TRY IT
Your answer should be every line of the entries that has the string "radius" in it.

——————————

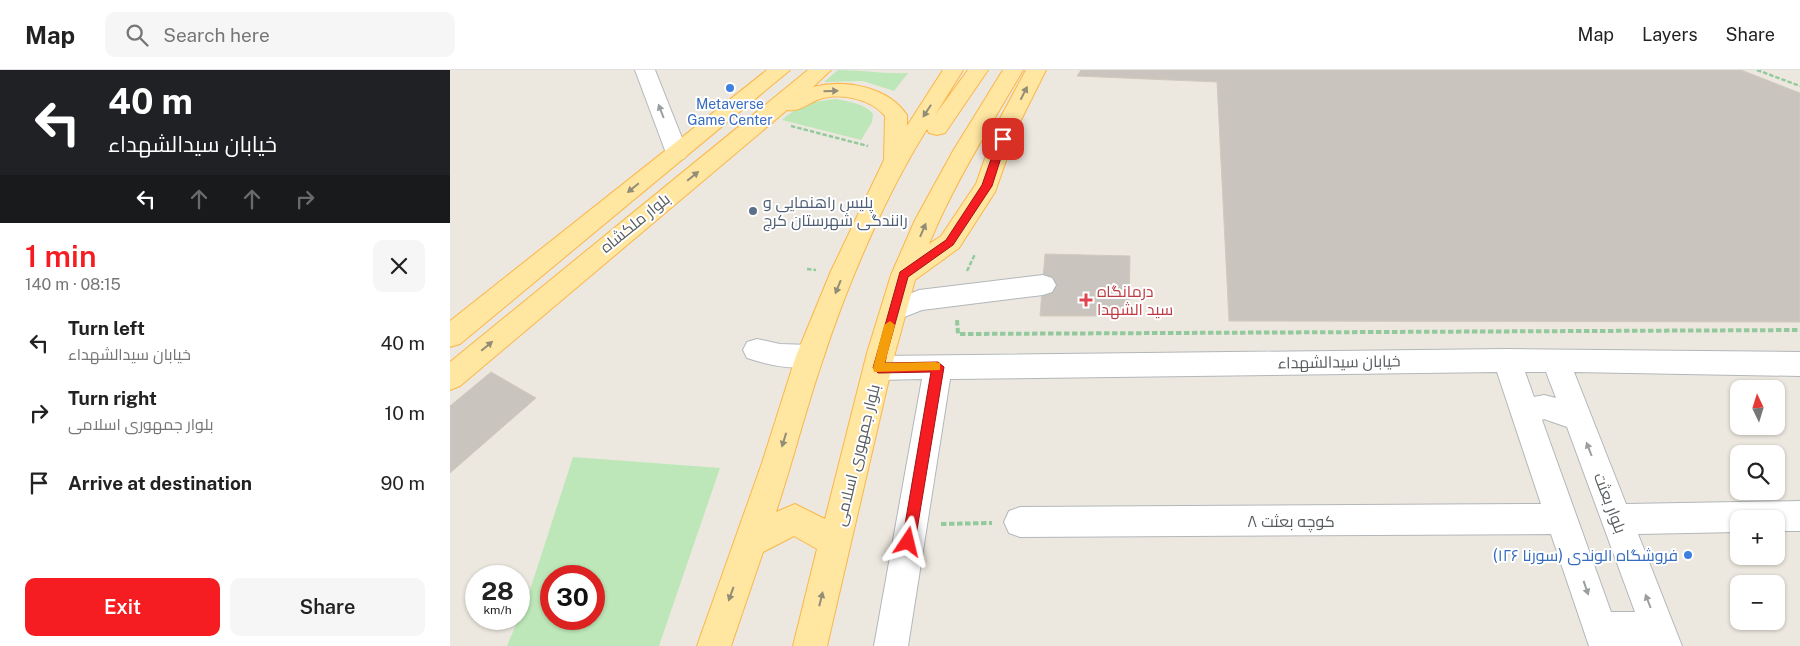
<!DOCTYPE html>
<meta charset="utf-8">
<style>
body{margin:0;font-family:"Public Sans",Cairo,sans-serif;background:#f6f6f6;color:#222;height:100vh;display:flex;flex-direction:column;font-size:19px;white-space:nowrap}
*{box-sizing:border-box;margin:0}
p{font-size:16px;color:#767676}
.icon{flex:none;width:28px;height:28px;fill:none;stroke:currentColor;stroke-width:2;stroke-linecap:round;stroke-linejoin:round}
.map{position:relative;flex:1;overflow:hidden}
.sheet{display:flex;flex-direction:column;background:#fff;width:450px}
.sheet>*{flex:none}
.banner{background:#202124;color:#fff;overflow:hidden}
.needle{width:32px;rotate:356deg}
.controls{position:absolute;left:1280px;top:310px;display:grid;gap:10px}
.controls a{display:grid;place-items:center;width:55px;height:55px;border-radius:10px;background:#fff;box-shadow:0 1px 4px #0004;font-size:25px}
.speed{position:absolute;left:15px;top:495px;display:flex;gap:10px;font-size:25px;font-weight:700;text-align:center}
.speed>*{display:grid;place-content:center;width:65px;height:65px;border-radius:50%;background:#fff;box-shadow:0 1px 4px #0004;line-height:1}
.speed small{font-size:12px;font-weight:400}
.speed .limit{border:8px solid #d22;background:#fff;color:#111}
.pin{position:absolute;display:grid;place-items:center;width:42px;height:42px;color:#fff;margin:-21px;border-radius:10px;box-shadow:0 2px 8px #0006}
.me{position:absolute;width:55px;margin:-28px;rotate:10deg;stroke-linejoin:round;filter:drop-shadow(0 0 4px #0008)}
.turn{display:flex;align-items:center;gap:18px;height:105px;padding:0 25px;font-size:22px}
.turn .icon{width:65px;height:65px;stroke-width:2.5}
.turn b{display:block;font-size:35px;line-height:42px}
.lanes{display:flex;align-items:center;height:48px;padding:0 25px;background:#0003;justify-content:center;gap:25px;direction:ltr}
.lanes .off{opacity:.35}
.round{display:grid;place-items:center;flex:none;width:52px;height:52px;border-radius:10px;background:#f6f6f6}
.summary{display:flex;align-items:center;justify-content:space-between;height:85px;padding:0 25px}
h1{font-size:30px;font-weight:600;line-height:38px;color:#f51d22}
.cta{display:flex;gap:10px;margin-top:auto;padding:10px 25px}
.cta a{flex:1;height:58px;border-radius:10px;background:#f51d22;color:#fff;font-size:20px;font-weight:600;line-height:58px;text-align:center}
.cta a+a{background:#f6f6f6;color:#222}
ul{padding:0;list-style:none}
li{display:flex;align-items:center;gap:15px;height:70px;padding:0 25px}
li div{flex:1}
li b{display:block;font-size:19px}
li em{font-style:normal}
header{display:flex;align-items:center;gap:30px;box-sizing:border-box;height:70px;padding:0 25px;background:#fff;border-bottom:1px solid #e0e0e0}
header strong{font-size:24px}
nav{display:flex;gap:28px;margin-inline-start:auto;font-size:18px}
.search{width:350px;height:45px;background:#f6f6f6;display:flex;align-items:center;gap:12px;box-sizing:border-box;padding:0 18px;border-radius:10px;color:#767676;font-size:19px}
main{display:flex;flex:1;min-height:0}
.map>svg:first-child{display:block}
</style>
<header>
<strong>Map</strong>
<div class="search"><svg class="icon" aria-label="search" viewBox="0 0 24 24"><circle cx="10" cy="10" r="6"/><path d="M15 15l6 6"/></svg>Search here</div>
<nav><a>Map</a><a>Layers</a><a>Share</a></nav>
</header>
<main>
<section class="sheet">
<div class="banner">
<div class="turn"><svg class="icon" aria-label="left" viewBox="0 0 24 24"><path d="M17 20v-9H6M10 6l-5 5 5 5"/></svg><div><b>40 m</b>خیابان سیدالشهداء</div></div>
<div class="lanes"><svg class="icon" aria-label="left" viewBox="0 0 24 24"><path d="M17 20v-9H6M10 6l-5 5 5 5"/></svg><svg class="icon off" aria-label="ahead" viewBox="0 0 24 24"><path d="M12 20V5M6 11l6-6 6 6"/></svg><svg class="icon off" aria-label="ahead" viewBox="0 0 24 24"><path d="M12 20V5M6 11l6-6 6 6"/></svg><svg class="icon off" aria-label="right" viewBox="0 0 24 24"><path d="M7 20v-9h11M14 6l5 5-5 5"/></svg></div>
</div>
<div class="summary"><div><h1>1 min</h1><p>140 m · 08:15</p></div><a class="round"><svg class="icon" aria-label="close" viewBox="0 0 24 24"><path d="M6 6l12 12M18 6L6 18"/></svg></a></div>
<ul>
<li><svg class="icon" aria-label="left" viewBox="0 0 24 24"><path d="M17 20v-9H6M10 6l-5 5 5 5"/></svg><div><b>Turn left</b><p>خیابان سیدالشهداء</p></div><em>40 m</em></li>
<li><svg class="icon" aria-label="right" viewBox="0 0 24 24"><path d="M7 20v-9h11M14 6l5 5-5 5"/></svg><div><b>Turn right</b><p>بلوار جمهوری اسلامی</p></div><em>10 m</em></li>
<li><svg class="icon" aria-label="arrive" viewBox="0 0 24 24"><path d="M6 21V4h12l-3 4 3 4H6"/></svg><div><b>Arrive at destination</b></div><em>90 m</em></li>
</ul>
<div class="cta"><a>Exit</a><a>Share</a></div>
</section>
<div class="map">
<svg width="1350" height="576" viewBox="0 0 1350 576">
<rect width="100%" height="100%" fill="#ede8df"/>
<!-- green -->
<g fill="#bde7b9" fill-rule="evenodd">
<path d="M388 0C412 0 434 4 458 3L444 21 413 11 374 12Z"/>
<path d="M386 29C399 32 414 33 423 44L422 52 411 70 332 50C349 35 364 31 386 29Z"/>
<path d="M123 387 270 398 209 576H57L78 526ZM101 506H144V549H101Z"/>
</g>
<!-- building -->
<g fill="#c9c5be" stroke="#d1c9bd">
<polygon points="631,0 1291,0 1350,23 1350,252 779,251 767,12 627,6"/>
<polygon points="595,184 680,186 679,246 590,246"/>
<polygon points="41,302 86,328 0,403 0,336"/>
</g>
<g fill="none" stroke-linecap="round" stroke-linejoin="round">
<!-- minor casing -->
<g stroke="#b2b7bb" stroke-width="2">
<g id="minor">
<polygon points="185,0 205,0 238,83 235,88 227,91 219,88 216,83"/>
<polygon points="593,205 602,208 606,215 602,222 593,225 472,240 444,251 435,248 431,241 435,234 469,220"/>
<path d="M307 269 330 274 360 275 370 278 374 286 370 294C347 302 319 295 297 288L293 280 297 272Z"/>
<path d="M1057 279 1350 282V306L1124 302 1176 434 1350 431V461H1326V449H1289V462L1188 464 1232 576H1139L1101 464 570 467 559 463 554 452 559 441 570 437 1091 434 1047 302 500 309 458 576H424L472 309 428 310 418 306 414 298 418 290 428 286ZM1075 302H1096L1106 328 1094 325 1084 327ZM1094 349 1117 357 1185 542H1161L1092 350Z"/>
</g>
</g>
<!-- major casing -->
<g stroke="#fbb649" stroke-width="2">
<g id="major">
<polygon points="317,0 340,0 10,274 0,277 0,251"/>
<path d="M358 0H381L363 17C394 9 438 16 457 45V56L493 0H513L485 45 518 0H538L495 63 487 65 479 63 477 59C436 124 398 213 374 286 356 338 343 391 326 442L345 434 375 449 417 283 441 205 465 150 503 81 553 0H573C540 57 504 113 479 174L491 166 526 114 547 54 576 0H596L569 54 545 122 509 178 465 210 445 283 377 576H343L367 479 344 466 313 482 281 576H247L312 393 346 286 381 201 434 90 435 46C422 30 394 23 373 28 361 31 349 43 337 40L10 316 0 320V292Z"/>
</g>
</g>
<!-- path-far1 -->
<g stroke="#93ca9d" stroke-width="2.5" stroke-dasharray="4.5 2" stroke-linecap="butt">
<polyline points="1307,0 1350,16"/>
<polyline points="341,56 418,76"/>
<polyline points="357,199 366,200"/>
<polyline points="517,201 525,184"/>
</g>
<!-- path -->
<g stroke="#93ca9d" stroke-width="4" stroke-dasharray="5.5 2.5" stroke-linecap="butt">
<polyline points="507,250 508,264 1350,260"/>
<polyline points="491,454 542,453"/>
</g>
<!-- minor -->
<use href="#minor" fill="#fff" fill-rule="evenodd"/>
<!-- major -->
<use href="#major" fill="#ffe6a1" fill-rule="evenodd"/>
</g>
<!-- one-way arrows -->
<defs><path id="oneway-solid" d="M-6-.8H1V-3.2L6.5 0L1 3.2V.8H-6Z" transform="scale(1.25)"/></defs>
<g fill="#928d77">
<use href="#oneway-solid" transform="translate(381 21) rotate(-2)"/>
<use href="#oneway-solid" transform="translate(574 23) rotate(-63)"/>
<use href="#oneway-solid" transform="translate(477 41) rotate(123)"/>
<use href="#oneway-solid" transform="translate(243 106) rotate(-39)"/>
<use href="#oneway-solid" transform="translate(183 118) rotate(141)"/>
<use href="#oneway-solid" transform="translate(473 160) rotate(-67)"/>
<use href="#oneway-solid" transform="translate(388 217) rotate(112)"/>
<use href="#oneway-solid" transform="translate(37 276) rotate(-40)"/>
<use href="#oneway-solid" transform="translate(334 370) rotate(107)"/>
<use href="#oneway-solid" transform="translate(281 524) rotate(110)"/>
<use href="#oneway-solid" transform="translate(371 529) rotate(-76)"/>
</g>
<g fill="#9b9ea0">
<use href="#oneway-solid" transform="translate(211 41) rotate(-111)"/>
<use href="#oneway-solid" transform="translate(1139 379) rotate(-111)"/>
<use href="#oneway-solid" transform="translate(1136 518) rotate(71)"/>
<use href="#oneway-solid" transform="translate(1198 531) rotate(-111)"/>
</g>
<!-- route -->
<polygon fill="#f51d22" stroke="#9f1316" points="553,66 557,69 542,116 503,175 458,207 437,283 435,293 488,292 494,297 465,472 463,476 458,478 454,476 452,472 481,302 428,303 423,298 450,202 496,170 532,115 548,69"/>
<!-- slow -->
<polygon fill="#f59e0b" points="440,251 445,255 435,293 485,292 490,293 490,300 424,302 423,298 434,255"/>
<!-- markers -->
<g fill="#3f7fe0" stroke="#fff" stroke-width="2">
<circle cx="280" cy="18" r="5"/>
<circle cx="1238" cy="485" r="5"/>
</g>
<circle fill="#5c6f8a" stroke="#fff" stroke-width="2" cx="303" cy="141" r="5"/>
<path fill="#e0444e" stroke="#fff" stroke-width="2" d="M633.5 222.5h5v5h5v5h-5v5h-5v-5h-5v-5h5z"/>
<g text-anchor="middle" dominant-baseline="central" stroke-width="4" stroke-linejoin="round" paint-order="stroke">
<!-- far-shop labels -->
<g font-size="14" fill="#366cbe" stroke="#fff">
<text x="280" y="34">Metaverse<tspan x="280" dy="16">Game Center</tspan></text>
</g>
<!-- service labels -->
<g font-size="16" fill="#4e5e75" stroke="#fff" text-anchor="start">
<text x="313" y="132">پلیس راهنمایی و<tspan x="313" dy="18">رانندگی شهرستان کرج</tspan></text>
</g>
<!-- street labels -->
<g font-size="16" fill="#585d61" stroke="#fff">
<text transform="translate(185 153) rotate(-39)">بلوار ملکشاه</text>
<text transform="translate(889 292) rotate(-1)">خیابان سیدالشهداء</text>
<text transform="translate(407 385) rotate(-76)">بلوار جمهوری اسلامی</text>
<text transform="translate(1160 433) rotate(69)">بلوار بعثت</text>
<text x="841" y="451">کوچه بعثت ۸</text>
</g>
<!-- health labels -->
<g font-size="16" fill="#be3a42" stroke="#fff" text-anchor="start">
<text x="647" y="221">درمانگاه<tspan x="647" dy="18">سید الشهدا</tspan></text>
</g>
<!-- shop labels -->
<g font-size="16" fill="#366cbe" stroke="#fff" text-anchor="end">
<text x="1228" y="485">فروشگاه الوندی (سورنا ۱۲۶)</text>
</g>
</g>
</svg>
<div class="controls">
<a><svg class="needle" viewBox="-14 -14 28 28"><path d="M0-13l5 13h-10z" fill="#e53935"/><path d="M0 13l5-13h-10z" fill="#767676"/></svg></a>
<a><svg class="icon" aria-label="search" viewBox="0 0 24 24"><circle cx="10" cy="10" r="6"/><path d="M15 15l6 6"/></svg></a>
<a>+</a>
<a>−</a>
</div>
<div class="speed"><div>28<small>km/h</small></div><div class="limit">30</div></div>
<div class="pin" style="left:553px;top:69px;background:#d93025"><svg class="icon" aria-label="arrive" viewBox="0 0 24 24"><path d="M6 21V4h12l-3 4 3 4H6"/></svg></div>
<svg class="me" style="left:458px;top:472px" viewBox="-20 -20 40 40"><path d="M0-17L14 15 0 8-14 15z" fill="#f51d22" stroke="#fff" stroke-width="4"/></svg>
</div>
</main>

——————————

RESPONSE TO THIS EXERCISE
.controls a{display:grid;place-items:center;width:55px;height:55px;border-radius:10px;background:#fff;box-shadow:0 1px 4px #0004;font-size:25px}
.speed>*{display:grid;place-content:center;width:65px;height:65px;border-radius:50%;background:#fff;box-shadow:0 1px 4px #0004;line-height:1}
.pin{position:absolute;display:grid;place-items:center;width:42px;height:42px;color:#fff;margin:-21px;border-radius:10px;box-shadow:0 2px 8px #0006}
.round{display:grid;place-items:center;flex:none;width:52px;height:52px;border-radius:10px;background:#f6f6f6}
.cta a{flex:1;height:58px;border-radius:10px;background:#f51d22;color:#fff;font-size:20px;font-weight:600;line-height:58px;text-align:center}
.search{width:350px;height:45px;background:#f6f6f6;display:flex;align-items:center;gap:12px;box-sizing:border-box;padding:0 18px;border-radius:10px;color:#767676;font-size:19px}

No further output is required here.